(Montréal) Un groupe de défense des libertés civiles et une organisation de défense des musulmans ont demandé mardi à la Cour supérieure une injonction qui suspendrait l’interdiction de tout espace pour prier dans les écoles publiques du Québec.

Les avocats de l’Association canadienne des libertés civiles et du Conseil national des musulmans canadiens ont soutenu mardi, au palais de justice de Montréal, que cette interdiction, décrétée par le ministre de l’Éducation, causerait « un préjudice sérieux et irréparable » si elle n’était pas suspendue le temps que la contestation judiciaire soit entendue sur le fond.

Stephen Brown, président de l’organisation nationale musulmane, a déclaré aux journalistes avant l’audience de mardi que depuis l’introduction de l’interdiction, en avril, des élèves ont été menacés de mesures disciplinaires pour avoir prié à l’école. Il a expliqué que son organisation avait entendu parler d’un enseignant qui s’était moqué d’un élève qui voulait trouver un endroit pour prier dans son école.

« Nous sommes ici aujourd’hui pour qu’aucun enfant n’ait à trouver un endroit où se cacher pour prier à l’école, a déclaré M. Brown. Aucun enfant ne devrait avoir à cacher qui il est parce qu’il a peur d’être surveillé, menacé ou ridiculisé par les administrateurs scolaires et les enseignants, pour n’avoir rien fait de plus que d’être qui il est. »

Fin avril, le ministre Bernard Drainville a interdit aux directions d’écoles publiques de mettre à la disposition des élèves des espaces pour la prière. « Ce n’est tout simplement pas compatible avec le principe de la laïcité », expliquait-il. Le ministre a déclaré alors que les élèves seraient toujours autorisés à prier discrètement et « silencieusement » à l’école.

Un rituel physique

Mais Olga Redko, avocate des deux organismes, a déclaré au tribunal que ce n’était pas une option pour les musulmans, dont les prières nécessitent une action physique.

La requête en injonction a été déposée au nom d’un élève musulman de 16 ans d’une école secondaire de la région de Montréal qui avait obtenu un endroit pour prier pendant l’heure du dîner, mais qui a perdu ce site après l’entrée en vigueur du décret ministériel.

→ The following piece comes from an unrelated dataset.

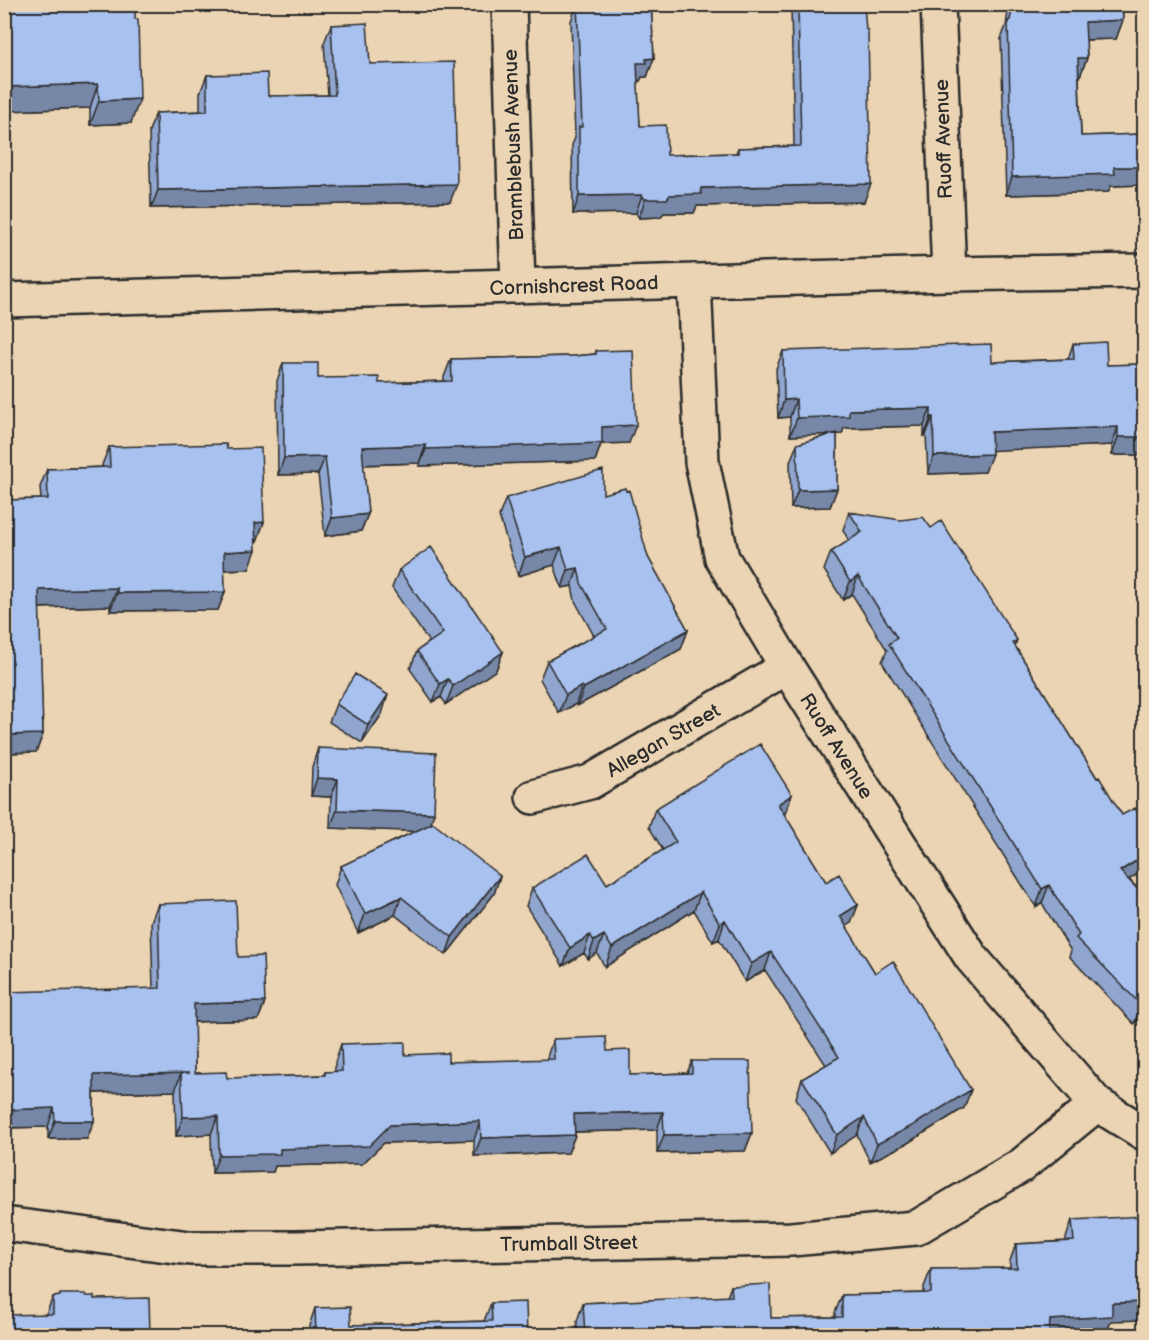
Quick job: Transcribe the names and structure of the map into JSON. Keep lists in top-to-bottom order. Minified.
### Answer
{"streets":{"street":["Ruoff Avenue","Bramblebush Avenue","Cornishcrest Road","Allegan Street","Trumball Street"]},"crossings":[["Ruoff Avenue","Cornishcrest Road"],["Ruoff Avenue","Allegan Street"],["Ruoff Avenue","Trumball Street"],["Bramblebush Avenue","Cornishcrest Road"]]}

L’identité de l’élève est protégée par une ordonnance de non-publication. Des déclarations sous serment ont également été déposées en preuve par trois autres élèves musulmans qui disent avoir également perdu la capacité de prier dans leur école.

Johanna Mortreux, une autre avocate des deux organismes canadiens, a déclaré au tribunal mardi que cette interdiction violait la liberté de religion, ainsi que les droits des élèves à l’égalité et la dignité.

L’école est censée être comme une deuxième maison pour les élèves, a-t-elle plaidé. Leur demander de quitter l’école pour faire quelque chose d’aussi fondamental pour leur identité que de pratiquer leur religion cause un préjudice important, a ajouté Me Mortreux.

Le principe de laïcité

Éric Cantin, avocat du gouvernement québécois, a admis devant le juge qu’il était plus facile et pratique pour les élèves de prier à l’école. Mais la restriction a un effet relativement mineur sur les élèves, a-t-il plaidé, car ils peuvent quitter l’enceinte de l’école pour prier.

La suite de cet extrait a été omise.